Nicole Kidman is fierce as Becca, the mother who wants to move on with her life by getting rid of everything that reminds her of her child. Angry and cutting, she has no patience for those who prefer to wallow a bit (including her husband, Howie, played by Aaron Eckhart) or who seek solace in a higher power: Becca can’t even sit politely through a group therapy meeting, instead rolling her eyes and finally blurting out to a couple who claimed that their daughter died because God needed another angel, “Then why didn’t he just make one?”
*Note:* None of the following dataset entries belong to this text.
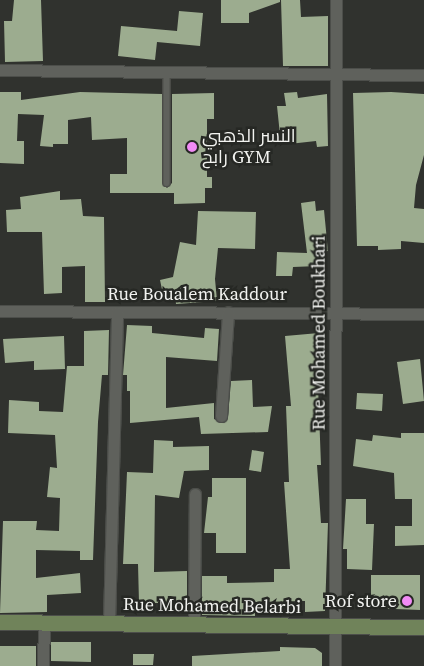 <!DOCTYPE html>
<meta charset="utf-8">
<style>
body{margin:0}
#map{position:relative;width:424px;height:666px;overflow:hidden;background:#30322e;font-family:"Source Serif 4",Cairo,serif}
div>[style]{position:absolute}
[style*='--x']{left:calc(var(--x)*1px);top:calc(var(--y)*1px);width:calc(var(--w)*1px);rotate:calc(var(--a)*1deg)}
.building>*{inset:0;background:#9cac8f}
.roads{filter:drop-shadow(1px 0 #4c4e4a) drop-shadow(-1px 0 #4c4e4a) drop-shadow(0 1px #4c4e4a) drop-shadow(0 -1px #4c4e4a)}
.lane>*{height:5.5px;margin:-2.75px;padding:0 2.75px;transform-origin:2.75px;border-radius:2.75px;background:#5f615c}
.street>*{height:11px;margin:-5.5px;padding:0 5.5px;transform-origin:5.5px;border-radius:5.5px;background:#5f615c}
.secondary>*{height:15px;margin:-7.5px;padding:0 7.5px;transform-origin:7.5px;border-radius:7.5px;background:#70835a}
.dots>*{width:14px;height:14px;translate:-50% -50%;box-sizing:border-box;border:2px solid #262824;border-radius:50%}
span{translate:-50% -50%;white-space:nowrap;text-align:center;line-height:1.15;-webkit-text-stroke:5px #262824;paint-order:stroke}
.poi-label{font-size:18px;color:#f2f3f0}
.left{translate:0 -50%;text-align:left}
.right{translate:-100% -50%;text-align:right}
.street-label{font-size:18px;color:#f2f3f0}
</style>
<div id="map">
<div class="building">
<i style="clip-path:polygon(14px 0,41px 0,43px 61px,5px 62px,4px 21px,12px 21px)"></i>
<i style="clip-path:polygon(221px 0,280px 0,280px 2px,249px 13px,249px 23px,221px 23px)"></i>
<i style="clip-path:polygon(281px 0,300px 0,301px 17px,328px 16px,328px 66px,283px 66px)"></i>
<i style="clip-path:polygon(179px 11px,203px 13px,200px 46px,157px 42px,155px 60px,118px 56px,121px 26px,177px 31px)"></i>
<i style="clip-path:polygon(0 92px,21px 92px,21px 100px,80px 92px,162px 94px,162px 183px,167px 188px,172px 183px,172px 94px,214px 93px,214px 119px,207px 119px,207px 177px,212px 177px,212px 188px,205px 188px,205px 203px,174px 204px,174px 193px,110px 193px,110px 174px,127px 174px,127px 138px,92px 140px,91px 117px,68px 120px,68px 144px,53px 144px,53px 147px,40px 146px,44px 115px,18px 114px,17px 141px,24px 141px,24px 164px,0 163px)"></i>
<i style="clip-path:polygon(297px 92px,298px 98px,327px 94px,328px 146px,317px 147px,316px 141px,289px 144px,288px 134px,280px 135px,277px 106px,286px 106px,284px 93px)"></i>
<i style="clip-path:polygon(391px 92px,424px 94px,424px 155px,416px 185px,414px 208px,424px 209px,424px 243px,401px 241px,401px 249px,378px 250px,378px 246px,357px 246px,353px 93px)"></i>
<i style="clip-path:polygon(60px 191px,60px 200px,81px 199px,83px 216px,104px 217px,105px 302px,85px 302px,85px 266px,62px 267px,62px 293px,44px 294px,42px 232px,7px 232px,6px 210px,21px 209px,20px 197px)"></i>
<i style="clip-path:polygon(315px 201px,316px 211px,324px 210px,328px 251px,313px 253px,318px 253px,318px 266px,293px 267px,292px 276px,276px 276px,277px 252px,307px 253px,301px 203px)"></i>
<i style="clip-path:polygon(198px 211px,256px 212px,255px 249px,218px 248px,215px 279px,217px 301px,176px 304px,175px 296px,164px 299px,160px 280px,173px 277px,180px 242px,196px 245px)"></i>
<i style="clip-path:polygon(127px 325px,152px 326px,152px 333px,204px 338px,205px 328px,219px 329px,217px 361px,166px 357px,166px 408px,214px 403px,214px 419px,224px 423px,228px 416px,231px 381px,252px 380px,253px 407px,272px 406px,268px 432px,201px 434px,199px 417px,130px 423px,130px 391px,127px 391px,127px 375px,123px 375px)"></i>
<i style="clip-path:polygon(109px 330px,108px 375px,102px 375px,98px 422px,93px 560px,80px 560px,80px 551px,36px 550px,36px 578px,80px 573px,81px 593px,47px 595px,47px 612px,0 613px,3px 521px,37px 521px,36px 530px,59px 531px,60px 498px,47px 497px,50px 467px,57px 468px,55px 435px,8px 433px,9px 400px,39px 402px,39px 411px,63px 412px,67px 366px,84px 366px,84px 331px)"></i>
<i style="clip-path:polygon(319px 333px,322px 385px,318px 386px,321px 465px,317px 465px,321px 523px,328px 523px,325px 611px,305px 612px,305px 601px,255px 602px,255px 616px,202px 615px,202px 576px,227px 576px,227px 583px,274px 582px,274px 569px,290px 569px,284px 482px,289px 482px,286px 406px,291px 406px,285px 336px)"></i>
<i style="clip-path:polygon(64px 336px,65px 369px,34px 370px,34px 361px,5px 363px,3px 339px)"></i>
<i style="clip-path:polygon(420px 359px,424px 401px,403px 404px,397px 362px)"></i>
<i style="clip-path:polygon(357px 393px,383px 394px,382px 411px,356px 409px)"></i>
<i style="clip-path:polygon(401px 433px,424px 433px,424px 545px,395px 546px,395px 526px,412px 526px,412px 499px,395px 499px,394px 473px,353px 466px,356px 439px,372px 441px,373px 435px,401px 438px)"></i>
<i style="clip-path:polygon(154px 440px,173px 441px,173px 447px,209px 446px,209px 470px,184px 471px,179px 498px,155px 495px,154px 572px,187px 571px,187px 612px,166px 613px,166px 603px,139px 603px,138px 564px,123px 564px,127px 472px,153px 473px)"></i>
<i style="clip-path:polygon(252px 450px,264px 452px,261px 472px,249px 470px)"></i>
<i style="clip-path:polygon(212px 478px,246px 478px,246px 553px,216px 553px,216px 533px,204px 533px,208px 497px,212px 497px)"></i>
<i style="clip-path:polygon(346px 499px,366px 499px,366px 524px,374px 524px,372px 570px,347px 569px,347px 549px,343px 549px)"></i>
<i style="clip-path:polygon(371px 575px,420px 575px,420px 610px,371px 608px)"></i>
<i style="clip-path:polygon(51px 642px,91px 642px,91px 662px,51px 661px)"></i>
<i style="clip-path:polygon(0 646px,36px 646px,36px 666px,0 666px)"></i>
<i style="clip-path:polygon(280px 647px,315px 648px,322px 653px,322px 666px,192px 666px,192px 656px,280px 651px)"></i>
<i style="clip-path:polygon(133px 654px,154px 654px,153px 665px,133px 665px)"></i>
</div>
<div class="roads">
<div class="lane">
<i style="--x:167;--y:71;--w:112;--a:90"></i>
</div>
<div class="street">
<i style="--x:0;--y:70;--w:424;--a:0.7"></i>
<i style="--x:0;--y:311;--w:424;--a:0.4"></i>
<i style="--x:221;--y:416;--w:104;--a:-86.1"></i>
<i style="--x:109;--y:623;--w:311;--a:-88.5"></i>
<i style="--x:194;--y:624;--w:130;--a:-89.6"></i>
<i style="--x:43;--y:666;--w:43;--a:-88.7"></i>
<i style="--x:335;--y:666;--w:666;--a:-89.91"></i>
</div>
<div class="secondary">
<i style="--x:0;--y:622;--w:424;--a:0.7"></i>
</div>
</div>
<div class="dots">
<i style="left:192px;top:147px;background:#f18bf5"></i>
<i style="left:407px;top:601px;background:#f18bf5"></i>
</div>
<div class="poi-label">
<span class="left" style="left:202px;top:147px">النسر الذهبي<br>رابح GYM</span>
<span class="right" style="left:397px;top:601px">Rof store</span>
</div>
<div class="street-label">
<span style="left:197px;top:294px">Rue Boualem Kaddour</span>
<span style="left:319px;top:333px;rotate:-90deg">Rue Mohamed Boukhari</span>
<span style="left:212px;top:606px;rotate:1deg">Rue Mohamed Belarbi</span>
</div>
</div>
Her caustic remarks during group as well as to anyone else who dare suggest how she grieve make Becca unlikeable — yet Kidman’s strong and oh-so-subtly anguished portrayal helps you admire her guts for saying them. Though Kidman’s been getting all the Oscar talk, Eckhart turns in some stellar moments as well, particularly during an explosive scene in which Howie accuses Becca of intentionally erasing a video of their son from his phone. Also fine is Dianne Wiest as Becca’s gentle but knowing mother (she lost a son herself) who somehow remains patient whenever her daughter responds bitterly to her advice.
The script is theatrical (spare, rhythmic) while never succumbing to melodrama, vividly illustrating nearly as many approaches to grief as there are characters. None feel inauthentic.